**What this task involves:** Provide the data again in its entirety, exactly as given.

**Recorded data:**
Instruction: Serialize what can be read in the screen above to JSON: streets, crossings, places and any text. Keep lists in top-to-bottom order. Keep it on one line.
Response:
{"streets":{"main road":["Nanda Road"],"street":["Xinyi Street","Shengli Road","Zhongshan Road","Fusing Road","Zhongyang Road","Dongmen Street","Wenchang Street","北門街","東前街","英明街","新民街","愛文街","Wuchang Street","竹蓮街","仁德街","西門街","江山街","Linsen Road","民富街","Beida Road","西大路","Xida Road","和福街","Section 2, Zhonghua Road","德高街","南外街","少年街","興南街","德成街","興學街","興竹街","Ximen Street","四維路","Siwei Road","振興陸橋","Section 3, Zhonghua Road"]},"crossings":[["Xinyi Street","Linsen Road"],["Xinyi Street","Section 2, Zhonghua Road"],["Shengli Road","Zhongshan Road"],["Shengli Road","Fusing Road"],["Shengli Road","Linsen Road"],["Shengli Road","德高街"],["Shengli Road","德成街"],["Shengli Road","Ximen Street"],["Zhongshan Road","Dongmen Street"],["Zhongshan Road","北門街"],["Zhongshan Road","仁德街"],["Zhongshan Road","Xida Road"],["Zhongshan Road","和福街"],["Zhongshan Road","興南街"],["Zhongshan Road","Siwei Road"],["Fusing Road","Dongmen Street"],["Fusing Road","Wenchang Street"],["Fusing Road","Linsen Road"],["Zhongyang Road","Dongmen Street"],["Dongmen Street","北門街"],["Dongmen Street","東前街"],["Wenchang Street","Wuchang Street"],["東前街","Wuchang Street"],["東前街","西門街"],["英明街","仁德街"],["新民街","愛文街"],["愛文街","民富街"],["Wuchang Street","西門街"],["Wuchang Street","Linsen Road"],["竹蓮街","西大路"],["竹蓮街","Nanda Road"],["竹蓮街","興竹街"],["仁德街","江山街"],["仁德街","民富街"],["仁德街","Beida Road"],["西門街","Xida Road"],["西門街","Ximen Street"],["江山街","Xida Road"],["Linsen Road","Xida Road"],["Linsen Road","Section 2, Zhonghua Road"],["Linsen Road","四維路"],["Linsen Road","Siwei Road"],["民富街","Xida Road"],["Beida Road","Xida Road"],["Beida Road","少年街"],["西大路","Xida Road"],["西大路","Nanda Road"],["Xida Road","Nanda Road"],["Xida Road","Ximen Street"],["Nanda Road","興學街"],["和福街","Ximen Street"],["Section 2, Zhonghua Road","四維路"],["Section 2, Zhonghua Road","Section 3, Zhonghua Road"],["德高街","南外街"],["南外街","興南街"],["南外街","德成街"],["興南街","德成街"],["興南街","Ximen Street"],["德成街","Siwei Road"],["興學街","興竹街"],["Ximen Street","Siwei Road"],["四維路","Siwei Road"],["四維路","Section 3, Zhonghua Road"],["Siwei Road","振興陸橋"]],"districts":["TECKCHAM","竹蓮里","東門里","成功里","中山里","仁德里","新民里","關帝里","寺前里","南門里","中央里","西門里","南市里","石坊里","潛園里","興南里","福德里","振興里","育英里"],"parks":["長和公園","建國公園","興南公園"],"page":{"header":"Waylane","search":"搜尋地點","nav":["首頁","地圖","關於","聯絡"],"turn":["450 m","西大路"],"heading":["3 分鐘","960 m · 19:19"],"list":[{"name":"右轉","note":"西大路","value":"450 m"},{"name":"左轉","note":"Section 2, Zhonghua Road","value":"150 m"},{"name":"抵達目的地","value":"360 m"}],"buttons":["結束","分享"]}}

**Reply to the exercise:**
Instruction: Serialize what can be read in the screen above to JSON: streets, crossings, places and any text. Keep lists in top-to-bottom order. Keep it on one line.
Response:
{"streets":{"main road":["Nanda Road"],"street":["Xinyi Street","Shengli Road","Zhongshan Road","Fusing Road","Zhongyang Road","Dongmen Street","Wenchang Street","北門街","東前街","英明街","新民街","愛文街","Wuchang Street","竹蓮街","仁德街","西門街","江山街","Linsen Road","民富街","Beida Road","西大路","Xida Road","和福街","Section 2, Zhonghua Road","德高街","南外街","少年街","興南街","德成街","興學街","興竹街","Ximen Street","四維路","Siwei Road","振興陸橋","Section 3, Zhonghua Road"]},"crossings":[["Xinyi Street","Linsen Road"],["Xinyi Street","Section 2, Zhonghua Road"],["Shengli Road","Zhongshan Road"],["Shengli Road","Fusing Road"],["Shengli Road","Linsen Road"],["Shengli Road","德高街"],["Shengli Road","德成街"],["Shengli Road","Ximen Street"],["Zhongshan Road","Dongmen Street"],["Zhongshan Road","北門街"],["Zhongshan Road","仁德街"],["Zhongshan Road","Xida Road"],["Zhongshan Road","和福街"],["Zhongshan Road","興南街"],["Zhongshan Road","Siwei Road"],["Fusing Road","Dongmen Street"],["Fusing Road","Wenchang Street"],["Fusing Road","Linsen Road"],["Zhongyang Road","Dongmen Street"],["Dongmen Street","北門街"],["Dongmen Street","東前街"],["Wenchang Street","Wuchang Street"],["東前街","Wuchang Street"],["東前街","西門街"],["英明街","仁德街"],["新民街","愛文街"],["愛文街","民富街"],["Wuchang Street","西門街"],["Wuchang Street","Linsen Road"],["竹蓮街","西大路"],["竹蓮街","Nanda Road"],["竹蓮街","興竹街"],["仁德街","江山街"],["仁德街","民富街"],["仁德街","Beida Road"],["西門街","Xida Road"],["西門街","Ximen Street"],["江山街","Xida Road"],["Linsen Road","Xida Road"],["Linsen Road","Section 2, Zhonghua Road"],["Linsen Road","四維路"],["Linsen Road","Siwei Road"],["民富街","Xida Road"],["Beida Road","Xida Road"],["Beida Road","少年街"],["西大路","Xida Road"],["西大路","Nanda Road"],["Xida Road","Nanda Road"],["Xida Road","Ximen Street"],["Nanda Road","興學街"],["和福街","Ximen Street"],["Section 2, Zhonghua Road","四維路"],["Section 2, Zhonghua Road","Section 3, Zhonghua Road"],["德高街","南外街"],["南外街","興南街"],["南外街","德成街"],["興南街","德成街"],["興南街","Ximen Street"],["德成街","Siwei Road"],["興學街","興竹街"],["Ximen Street","Siwei Road"],["四維路","Siwei Road"],["四維路","Section 3, Zhonghua Road"],["Siwei Road","振興陸橋"]],"districts":["TECKCHAM","竹蓮里","東門里","成功里","中山里","仁德里","新民里","關帝里","寺前里","南門里","中央里","西門里","南市里","石坊里","潛園里","興南里","福德里","振興里","育英里"],"parks":["長和公園","建國公園","興南公園"],"page":{"header":"Waylane","search":"搜尋地點","nav":["首頁","地圖","關於","聯絡"],"turn":["450 m","西大路"],"heading":["3 分鐘","960 m · 19:19"],"list":[{"name":"右轉","note":"西大路","value":"450 m"},{"name":"左轉","note":"Section 2, Zhonghua Road","value":"150 m"},{"name":"抵達目的地","value":"360 m"}],"buttons":["結束","分享"]}}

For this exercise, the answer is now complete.